С Максом же всё было иначе. Он с рождения ощущал себя лишним, но при этом рождённым для великой цели. Это не давало ему покоя. Скачущая самооценка и постоянное чувство вины за все поступки - это результат работы его семьи. Они жили словно напоказ, улыбаясь всем посторонним. Они боялись ответить на чьё-то прямое оскорбление в свой адрес, вдоволь отрываясь друг на друге или собственном сыне. Не мудрено, что для окружающих они были образцовой семьёй. Макс начал презирать их, как только научился думать. Они мещане, две рабочие пчелы, которые живут только для того, чтобы стать удобрением. Он ненавидел систему, пока что только в лице отца и матери. Ему было больно думать о них и их выражении любви, которая заставила его уйти из дома в восемнадцать. Хотя и до этого визиты Макса в родительское гнездо оставались редкими набегами за едой. С совершеннолетием они прекратились вовсе. Ещё около года он жил по друзьям, пока не решился на бегство в Москву. Ему был противен этот город, так похожий на отстойную яму или лагерь для военнопленных, проигравших битву с жизнью.

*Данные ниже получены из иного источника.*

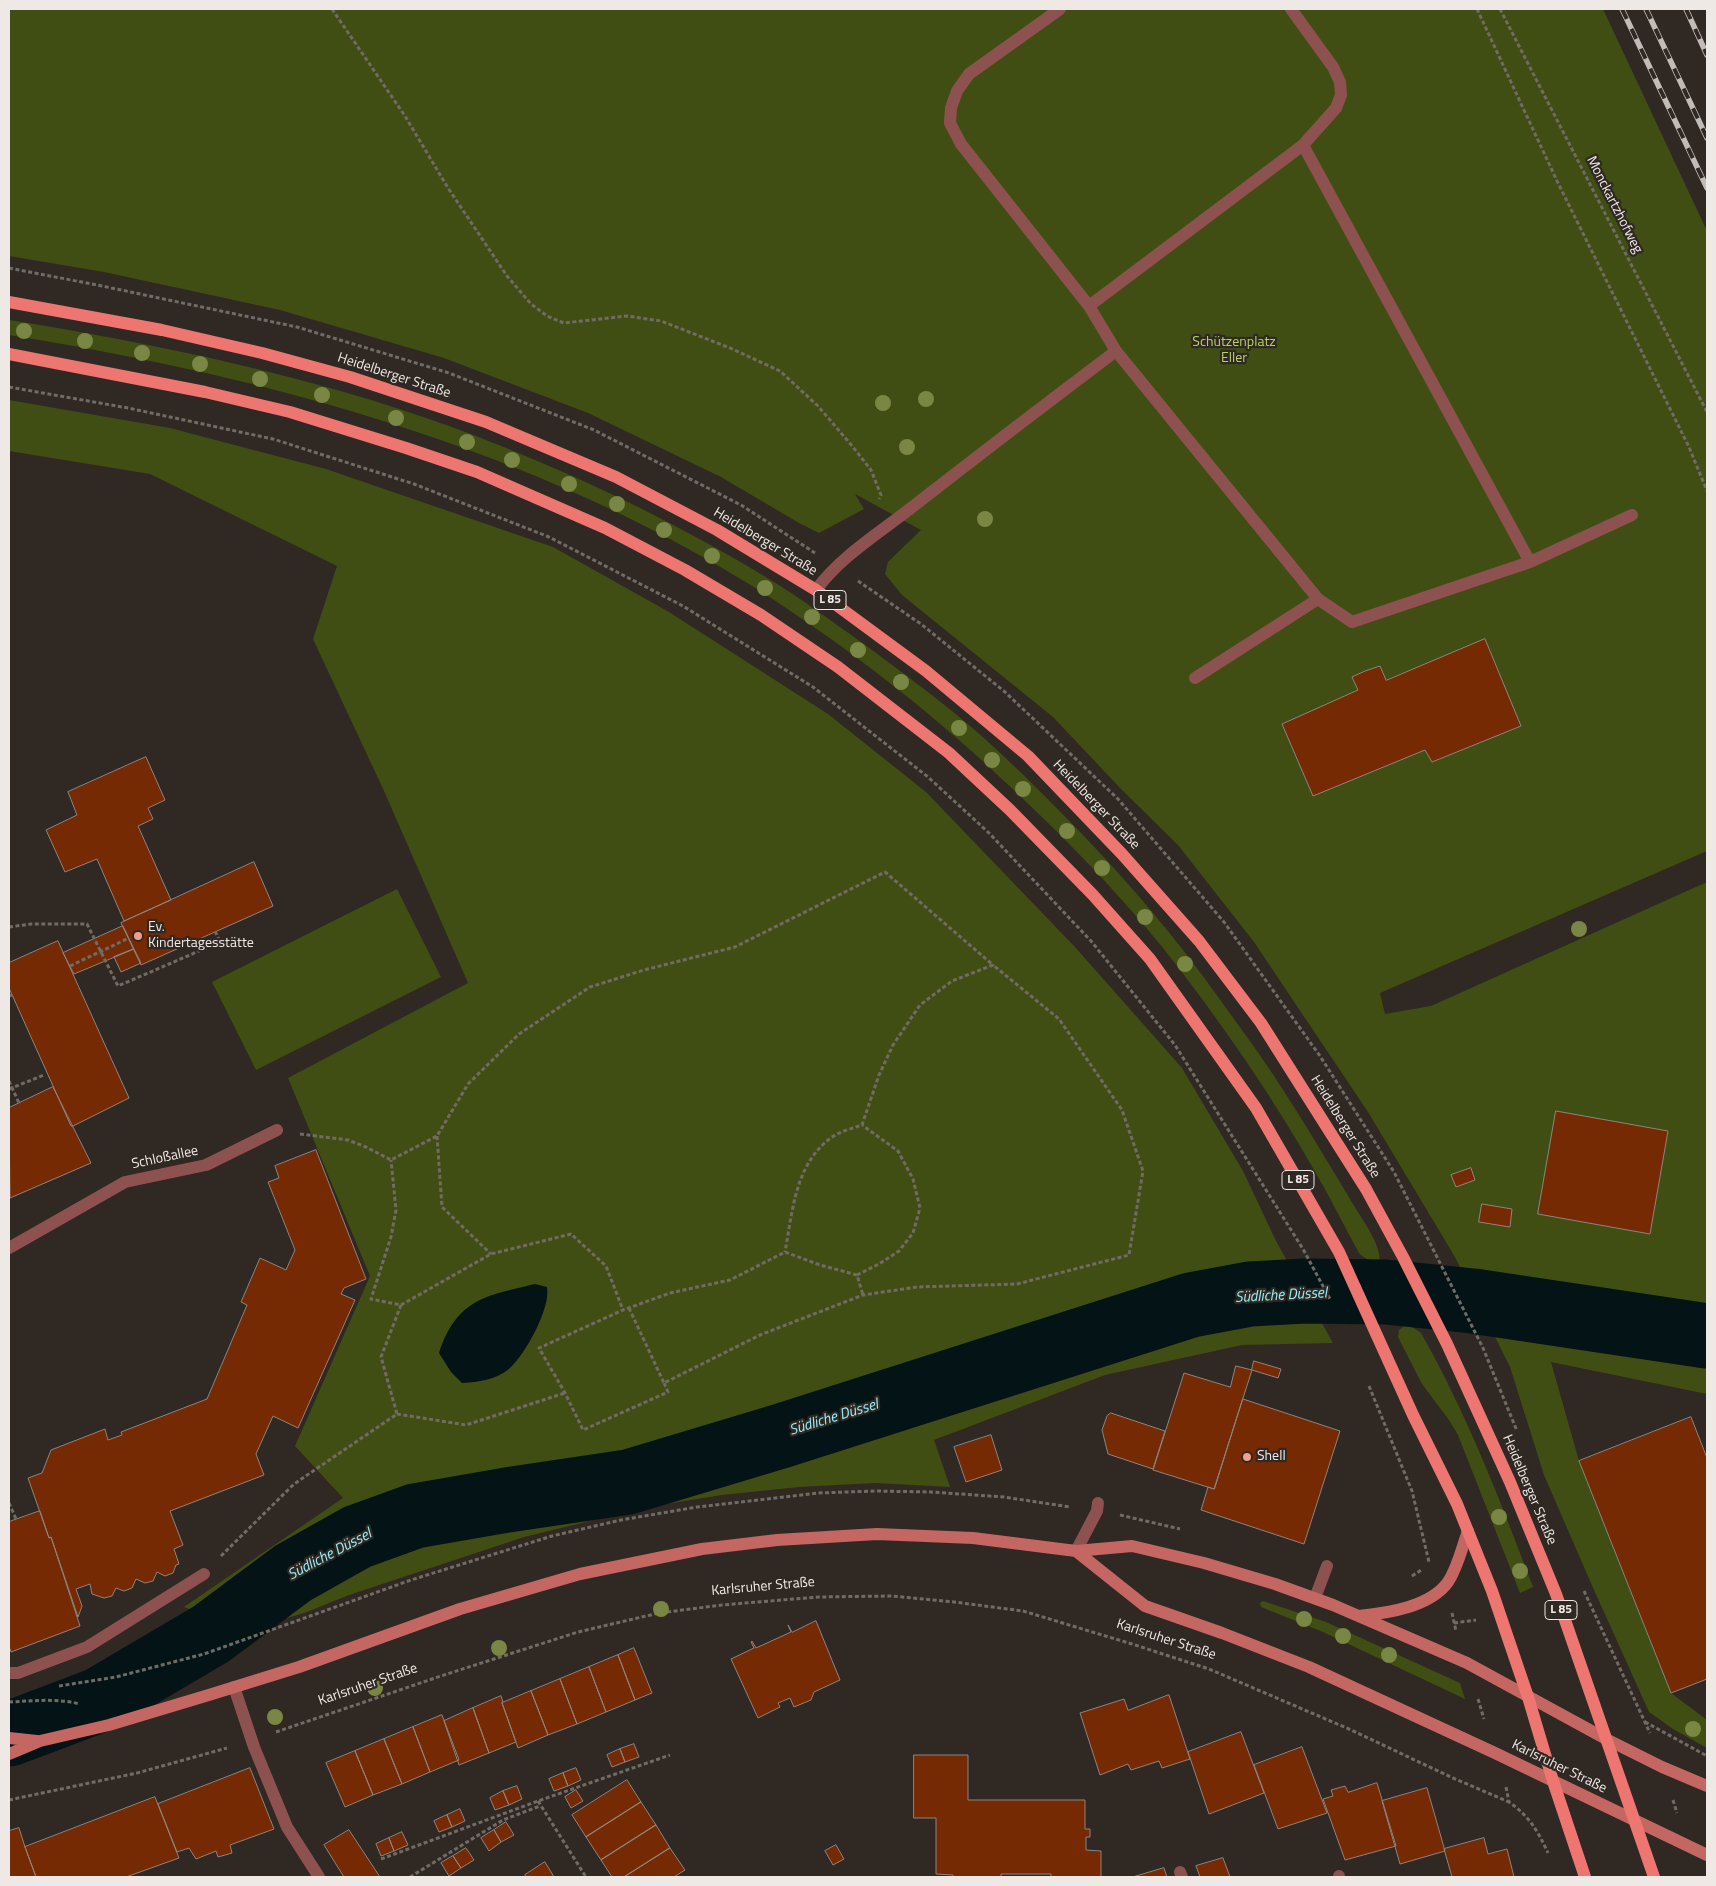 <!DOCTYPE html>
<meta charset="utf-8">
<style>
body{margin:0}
#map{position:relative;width:1716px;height:1886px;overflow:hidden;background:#2f2823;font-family:"Titillium Web",sans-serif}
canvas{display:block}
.frame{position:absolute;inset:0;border:10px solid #eee9e5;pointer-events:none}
</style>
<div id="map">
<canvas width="1716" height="1886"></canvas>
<div class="frame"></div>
</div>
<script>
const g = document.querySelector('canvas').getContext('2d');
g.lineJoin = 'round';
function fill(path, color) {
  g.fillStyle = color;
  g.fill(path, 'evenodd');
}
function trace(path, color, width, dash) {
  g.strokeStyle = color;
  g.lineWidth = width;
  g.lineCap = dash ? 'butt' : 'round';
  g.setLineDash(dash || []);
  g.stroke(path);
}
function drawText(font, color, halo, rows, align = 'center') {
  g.font = font + ' "Titillium Web",sans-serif';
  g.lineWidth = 4.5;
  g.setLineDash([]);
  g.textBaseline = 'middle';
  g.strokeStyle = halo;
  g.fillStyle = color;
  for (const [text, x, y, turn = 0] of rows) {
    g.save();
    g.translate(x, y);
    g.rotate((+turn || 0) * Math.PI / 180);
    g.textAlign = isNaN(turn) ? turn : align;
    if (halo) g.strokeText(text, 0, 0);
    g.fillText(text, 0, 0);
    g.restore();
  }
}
const green = new Path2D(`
 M9 9H1603L1707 231V851L1380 993 1385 1014 1431 1006 1707 882V1394L1551 1362 1579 1461 1671 1693 1707 1720V1748L1673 1729 1649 1712 1590 1581 1544 1475 1510 1367 1455 1257 1368 1112 1254 942 1178 845 1121 789 1053 717 902 595 885 574 888 562 921 530 855 494 864 509 819 533 799 523 721 477 588 413 444 358 280 310 104 272 9 256Z
 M9 320C157 344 308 375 449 426 558 466 665 516 764 576 801 598 837 625 872 650 914 681 957 713 995 748 1064 813 1132 883 1190 959 1210 985 1228 1011 1247 1037 1284 1088 1317 1144 1350 1199 1360 1217 1379 1240 1380 1260 1371 1262 1365 1259 1359 1253 1344 1226 1330 1197 1314 1170 1275 1101 1229 1034 1181 971 1133 908 1077 850 1019 795 939 718 851 649 757 589 531 448 269 377 9 335Z
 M9 400 170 428 326 469 553 547 669 612 828 714 926 792 1075 947 1182 1068 1243 1171 1276 1241 1333 1343 1242 1345 1105 1375 934 1440 950 1487 875 1483 799 1487 722 1495 647 1507 524 1537 349 1595 307 1612 247 1630 184 1607 343 1498 295 1446 370 1276 288 1078 468 983 384 791 313 639 337 566 150 474 9 451Z
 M397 889 441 977 256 1070 212 982Z
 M1404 1326C1411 1325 1415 1329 1421 1333 1467 1414 1500 1500 1533 1587L1520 1593 1458 1435 1449 1420 1422 1384 1398 1337 1399 1330Z
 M1263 1601 1326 1622 1460 1683 1465 1699 1323 1632 1261 1607 1260 1603Z`);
const water = new Path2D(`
 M535 1284 547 1287C551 1308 525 1355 509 1369 495 1380 479 1382 462 1383L451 1372 439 1353C457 1299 485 1296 535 1284Z`);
const river = new Path2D(`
 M9 1734 99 1700 211 1634 293 1573 357 1537 415 1516 507 1500 628 1482 781 1436 1191 1305 1250 1294 1305 1291 1386 1292 1473 1301 1707 1336`);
const building = new Path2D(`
 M1485 639 1521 726 1432 762 1425 750 1313 796 1282 724 1358 690 1352 677 1365 671 1380 666 1386 680Z
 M146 757 165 800 148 808 153 819 138 826 171 900 124 921 97 859 65 872 46 830 77 815 68 792Z
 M254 862 273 906 141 965 121 923Z
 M123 926 134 949 74 974 63 953Z
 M58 941 129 1098 73 1126H71L9 988V963Z
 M134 949 141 963 121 972 114 957Z
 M53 1087 91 1163 10 1198 9 1108Z
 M1556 1111 1668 1131 1650 1234 1538 1214Z
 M316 1150 366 1279 344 1288 341 1294 355 1300 298 1428 273 1416 256 1454 264 1475 170 1511 183 1545 174 1549 179 1564 176 1565 173 1573 165 1576 157 1572 153 1581 145 1583 136 1579 132 1588 124 1591 116 1588 112 1596 104 1598 92 1594 90 1584 76 1589 82 1606 78 1617 51 1537 49 1538 28 1478 42 1473 51 1450 105 1429 108 1440 122 1435 121 1432 207 1399 247 1305 241 1302 260 1258 286 1270 295 1250 268 1182 279 1178 275 1166Z
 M1471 1168 1475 1180 1456 1187 1451 1175Z
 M1482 1204 1512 1209 1510 1227 1479 1222Z
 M1254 1361 1281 1369 1278 1378 1252 1370Z
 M1236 1366 1252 1370 1214 1489 1153 1470 1184 1373 1230 1387Z
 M1243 1399 1340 1431 1304 1544 1201 1510 1208 1487 1214 1489Z
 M1111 1413 1165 1431 1153 1469 1108 1454 1102 1430 1107 1416Z
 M1691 1417 1707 1458V1679L1671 1693 1579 1461Z
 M991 1435 1002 1470 966 1482 954 1447Z
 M40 1511 49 1538 51 1537 80 1626 11 1652 9 1646V1522Z
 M816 1621 840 1680 814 1692 811 1700 794 1707 790 1698 778 1703 780 1707 758 1718 731 1659 754 1648 751 1642 752 1641 756 1648 791 1632 788 1625 792 1632Z
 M634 1648 652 1693 635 1700 618 1655Z
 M618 1655 635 1700 606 1712 589 1667Z
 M589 1667 606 1712 577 1724 560 1679Z
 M560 1679 577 1724 548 1735 531 1691Z
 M531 1691 548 1735 518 1748 502 1703Z
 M1169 1695 1190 1759 1162 1768 1159 1761 1131 1770 1128 1764 1100 1775 1080 1713 1124 1699 1128 1710Z
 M501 1696 503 1702 502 1703 516 1742 489 1753 473 1708Z
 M473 1708 489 1753 459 1765 444 1721Z
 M442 1715 459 1760 430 1772 413 1727Z
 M413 1727 430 1772 402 1784 384 1739Z
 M1241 1732 1264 1793 1209 1814 1188 1752Z
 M384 1739 402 1784 373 1795 355 1751Z
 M634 1744 639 1757 625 1762 620 1749Z
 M1302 1747 1327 1813 1278 1829 1254 1765Z
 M620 1749 625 1762 612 1767 607 1755Z
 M355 1751 373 1795 345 1807 326 1763Z
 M914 1755H968V1800H1085V1829H1090V1837H1086V1850L1101 1851V1877H1051V1874H1001V1877H953V1875L936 1874V1818H914Z
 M250 1768 274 1829 230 1845 232 1853 218 1857 216 1851 196 1859 189 1848 177 1852 158 1804Z
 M576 1768 581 1780 568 1786 563 1773Z
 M563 1773 568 1786 554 1791 549 1779Z
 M627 1780 641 1802 586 1837 572 1815Z
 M1377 1783 1396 1846 1345 1860 1323 1799 1333 1796 1331 1790 1345 1786 1348 1792Z
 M517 1786 522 1799 509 1805 503 1791Z
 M1427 1788 1445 1851 1400 1864 1382 1801Z
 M576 1790 583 1801 571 1808 565 1797Z
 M503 1791 509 1805 495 1810 490 1798Z
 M155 1797 179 1858 126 1877H36L25 1847Z
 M641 1802 656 1825 601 1860 586 1837Z
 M460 1809 465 1821 452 1827 447 1815Z
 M447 1815 452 1827 439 1832 434 1821Z
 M506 1822 514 1835 501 1842 494 1830Z
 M656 1825 670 1848 624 1877H612L601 1860Z
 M19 1828 25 1847 36 1877H9V1831Z
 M349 1830 380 1877H344L324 1845Z
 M494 1830 501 1842 489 1851 481 1838Z
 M402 1832 408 1845 394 1851 389 1838Z
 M389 1838 394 1851 381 1856 376 1844Z
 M1484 1838 1488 1854 1507 1849 1514 1877H1452L1444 1849Z
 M836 1845 844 1859 833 1865 825 1851Z
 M466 1848 474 1860 461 1868 453 1856Z
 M670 1848 685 1870 674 1877H624Z
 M453 1856 461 1868 449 1876 441 1863Z
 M1223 1858 1230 1877H1200L1196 1866Z
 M545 1862 554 1877H526L525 1875Z
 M1164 1868 1167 1877H1133Z`);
const path = new Path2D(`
 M332 9 405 116 448 188 507 276 531 304 547 316 564 323 627 316 661 321 730 348 780 371 818 406 853 447 871 470 881 495 879 499
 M1477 9 1557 181 1689 447 1707 491
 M1500 9 1707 412
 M9 268 102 286 297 327 449 373 594 430 741 505 815 553
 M9 387 128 408 273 439 414 484 549 537 683 606 813 687 928 777 989 833 1091 941 1175 1045 1303 1249 1331 1301
 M858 581 921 624 1005 692 1118 799 1224 922 1320 1056 1394 1172 1483 1348 1517 1431
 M9 927 31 924H87L118 986 220 942 215 931
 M70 966 129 938
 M9 996 12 995
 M9 1081 19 1103
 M9 1089 44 1075
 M300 1134 348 1140 366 1147 391 1160 437 1136 468 1084 519 1034 590 987 644 970 735 947 885 872 993 965 952 981 920 1005 893 1045 879 1075 862 1125C850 1129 837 1132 827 1141 795 1167 792 1214 785 1252
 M437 1136 442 1207 491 1254
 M857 1275 879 1264 899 1251 913 1233 920 1208 913 1179 898 1151 862 1125
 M401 1305 491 1254 571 1234 606 1266 623 1310
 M629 1308 664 1383 760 1335 863 1295 917 1287 1017 1284 1129 1255 1143 1171 1122 1110 1059 1019 993 965
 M664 1383 668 1392 583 1430 565 1393 539 1348 623 1310 670 1293 730 1280 785 1252 820 1265 857 1275 863 1295
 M1369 1386 1412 1491 1429 1562
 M397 1414 466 1425 565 1393
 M9 1503 16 1519
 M1120 1515 1180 1529
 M221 1556 294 1484 397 1414 381 1357 401 1305 371 1299 391 1237 396 1210 391 1160
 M1412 1576 1423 1569
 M1584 1591 1650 1733
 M1452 1613 1456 1631
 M1454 1623 1476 1620
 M59 1686 116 1677 204 1654 411 1580 552 1536 621 1520 697 1507 819 1493 875 1491 931 1492 1004 1497 1070 1507
 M1478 1699 1484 1719
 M9 1702C33 1701 56 1698 80 1704
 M1645 1722 1707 1756
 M276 1732 441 1676 578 1632 659 1613 722 1605 818 1597 892 1596 954 1602 1023 1611 1132 1644 1209 1669 1349 1729 1453 1778 1509 1802
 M1506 1787 1509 1802C1529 1816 1538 1831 1548 1853
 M9 1800 137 1773 227 1748
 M1673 1800 1677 1813
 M538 1801 586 1877
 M381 1859 538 1801 670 1755
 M410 1877 503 1820 540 1806`);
const lane = new Path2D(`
 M1060 9 969 74 957 91 951 108 950 123 961 144 1089 306 1116 351
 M1291 9 1333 67 1340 82 1341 95 1336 108 1303 145 1530 562
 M1089 306 1303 145
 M816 590C840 557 879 533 911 508 979 455 1047 403 1116 351L1318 599 1352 622 1530 562 1632 515
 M1195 678 1318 599
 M9 1248 125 1182 206 1165 277 1130
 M1076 1551 1097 1511 1098 1503
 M1315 1598 1327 1566
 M9 1673H18L87 1647 204 1574
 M234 1687 254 1747 287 1827 319 1877
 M1180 1872 1182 1877
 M1339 1876V1877`);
const secondary = new Path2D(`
 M1076 1551 1145 1606 1222 1633 1309 1667 1495 1753 1707 1855
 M1359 1616C1388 1613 1430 1607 1448 1582 1458 1567 1462 1547 1468 1531
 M9 1738 37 1741
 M9 1754 40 1741 109 1725 212 1694 299 1667 460 1609 580 1574 702 1549 777 1540 877 1534 973 1538 1076 1551 1132 1546 1204 1563 1275 1584 1333 1605 1467 1663 1608 1740 1662 1767 1707 1786`);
const primary = new Path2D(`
 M9 302 162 330 262 353 350 377 486 422 616 477 717 530 816 590 926 671 1028 756 1122 854 1199 941 1261 1023 1366 1189 1403 1257 1447 1344 1510 1482 1556 1594 1654 1877
 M9 354 205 392 290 412 406 448 477 472 605 528 685 570 761 615 838 667 949 753 1010 810 1093 895 1150 959 1256 1108 1339 1252 1413 1415 1457 1504 1492 1591 1528 1697 1553 1781 1585 1877`);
const rail = new Path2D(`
 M1622 9 1707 188
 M1646 9 1707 138
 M1686 9 1707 55`);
const trees = [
 [24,331],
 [85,341],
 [142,353],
 [200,364],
 [260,379],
 [322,395],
 [926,399],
 [883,403],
 [396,418],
 [467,442],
 [907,447],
 [512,460],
 [569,484],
 [617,504],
 [985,519],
 [664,530],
 [712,556],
 [765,588],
 [812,617],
 [858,650],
 [901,682],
 [959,728],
 [992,760],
 [1023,789],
 [1067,831],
 [1102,868],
 [1145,917],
 [1579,929],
 [1185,964],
 [1499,1517],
 [1520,1571],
 [661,1609],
 [1304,1619],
 [1343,1636],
 [499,1648],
 [1389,1655],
 [375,1688],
 [275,1717],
 [1693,1729]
];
const markers = [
 [138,936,5,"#f49d8d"],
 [1247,1457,5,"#f49d8d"]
];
const shields = [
 [830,600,32],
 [1298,1180,32],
 [1561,1610,32]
];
const shieldNames = [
 ["L 85",830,600],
 ["L 85",1298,1180],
 ["L 85",1561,1610]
];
const streetNames = [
 ["Monckartzhofweg",1614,205,63],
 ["Heidelberger Straße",394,376,18],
 ["Heidelberger Straße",765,542,31],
 ["Heidelberger Straße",1096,805,46],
 ["Heidelberger Straße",1345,1127,58],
 ["Schloßallee",165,1158,-12],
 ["Heidelberger Straße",1529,1490,67],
 ["Karlsruher Straße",763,1587,-5],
 ["Karlsruher Straße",1166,1640,18],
 ["Karlsruher Straße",368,1685,-19],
 ["Karlsruher Straße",1559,1767,26]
];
const parkNames = [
 ["Schützenplatz",1234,343],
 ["Eller",1234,359]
];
const poiNames = [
 ["Ev.",148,928],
 ["Kindertagesstätte",148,944],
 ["Shell",1257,1457]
];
const waterNames = [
 ["Südliche Düssel",1281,1296,-3],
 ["Südliche Düssel",834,1418,-17],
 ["Südliche Düssel",330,1555,-28]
];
fill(green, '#414e13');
fill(water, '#041315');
trace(river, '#041315', 65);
fill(building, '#762a03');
trace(building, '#8e8480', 1);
trace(path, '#716b66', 3, [4, 2.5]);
trace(lane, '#8d524f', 12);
trace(secondary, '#c46762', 12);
trace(primary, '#ee7671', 12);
trace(rail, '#c2bcb8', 5.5);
trace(rail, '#2f2823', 4, [11]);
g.fillStyle = '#7a8644';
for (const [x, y] of trees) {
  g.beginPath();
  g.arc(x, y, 8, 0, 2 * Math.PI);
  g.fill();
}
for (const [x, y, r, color] of markers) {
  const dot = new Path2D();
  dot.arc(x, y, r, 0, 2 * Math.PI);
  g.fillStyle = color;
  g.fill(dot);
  trace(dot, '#2f2823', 2);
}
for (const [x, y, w] of shields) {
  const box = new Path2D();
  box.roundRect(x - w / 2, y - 9.5, w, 19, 4);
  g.fillStyle = '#2f2823';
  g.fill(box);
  trace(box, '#eee9e5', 1);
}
drawText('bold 12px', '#eee9e5', null, shieldNames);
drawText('14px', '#eee9e5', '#2f2823', streetNames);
drawText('14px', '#b8d35f', '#2f2823', parkNames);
drawText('14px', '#eee9e5', '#2f2823', poiNames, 'left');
drawText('italic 15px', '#96f0fb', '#2f2823', waterNames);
</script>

- Мы реально здесь, или я схожу с ума? - спросил Герман, залезая с ногами на сиденье электрички. Он вглядывался в окно, которое то и дело заволакивало туманом или наледью. В мрачной белой дымке он видел силуэты деревьев или заводских труб.
- Кто знает, что тут реально, а что нет? - ответил Макс.
Хриплый голос в динамике объявил неразборчиво какую-то станцию. Поезд остановился на полсекунды. Макс прильнул к стеклу, стремясь растопить лёд своим дыханием.
- Я не знаю, что это за станция, но мне всё время хотелось здесь сойти, - сказал он, когда поезд тронулся.
В мутном окне промелькнули очертания строительных кранов и высоченных труб.
- Что ты здесь забыл? - скептически спросил Герман, растекаясь по сиденью.
- Очень красивое здание вокзала, как из позапрошлого века и очертания чёрных индустриальных пейзажей на заднем плане. Странно весьма. Поезда здесь редко останавливаются. Когда я был помладше, то слышал неоднократно истории о людях, которые сошли здесь поздним вечером и больше никто их не видел. Кто знает, может быть, там так хорошо, что уже не хочется возвращаться.
Герман не ответил. Ему вдруг подумалось про зловещее царство ледяной смерти, окутавшее чёрный городок. У Макса явно зашкаливал оптимизм, а это очень болезненно и губительно для его хрупкой психики.
Они сошли на конечной посреди грязной платформы и торговцев зловонными пирожками. Зимнее солнце стояло в зените и насмехалось над озябшими людьми.
- Я никогда даже не слышал про этот город, - Герман задрал голову, разглядывая надпись на крыше вокзала рядом с огромными часами, время на которых замерло уже навсегда.
- Я был бы рад никогда его не видеть, но я прожил здесь всю жизнь. Полгода спустя пора бы его навестить.
Грязный снег налипал на ботинки. Ветер увивался следом, стараясь догнать и спрятаться под одеждой.
Макс и Герман прошлись по улицам, погрязшим в снегу и мусоре, мимо трёхэтажных домов. Впереди виднелась река, стянутая льдом. Кое-где чернели оставленные рыбаками лунки. Посреди реки виднелся заснеженный остров, из гущи которого возвышалась обезглавленная колокольня.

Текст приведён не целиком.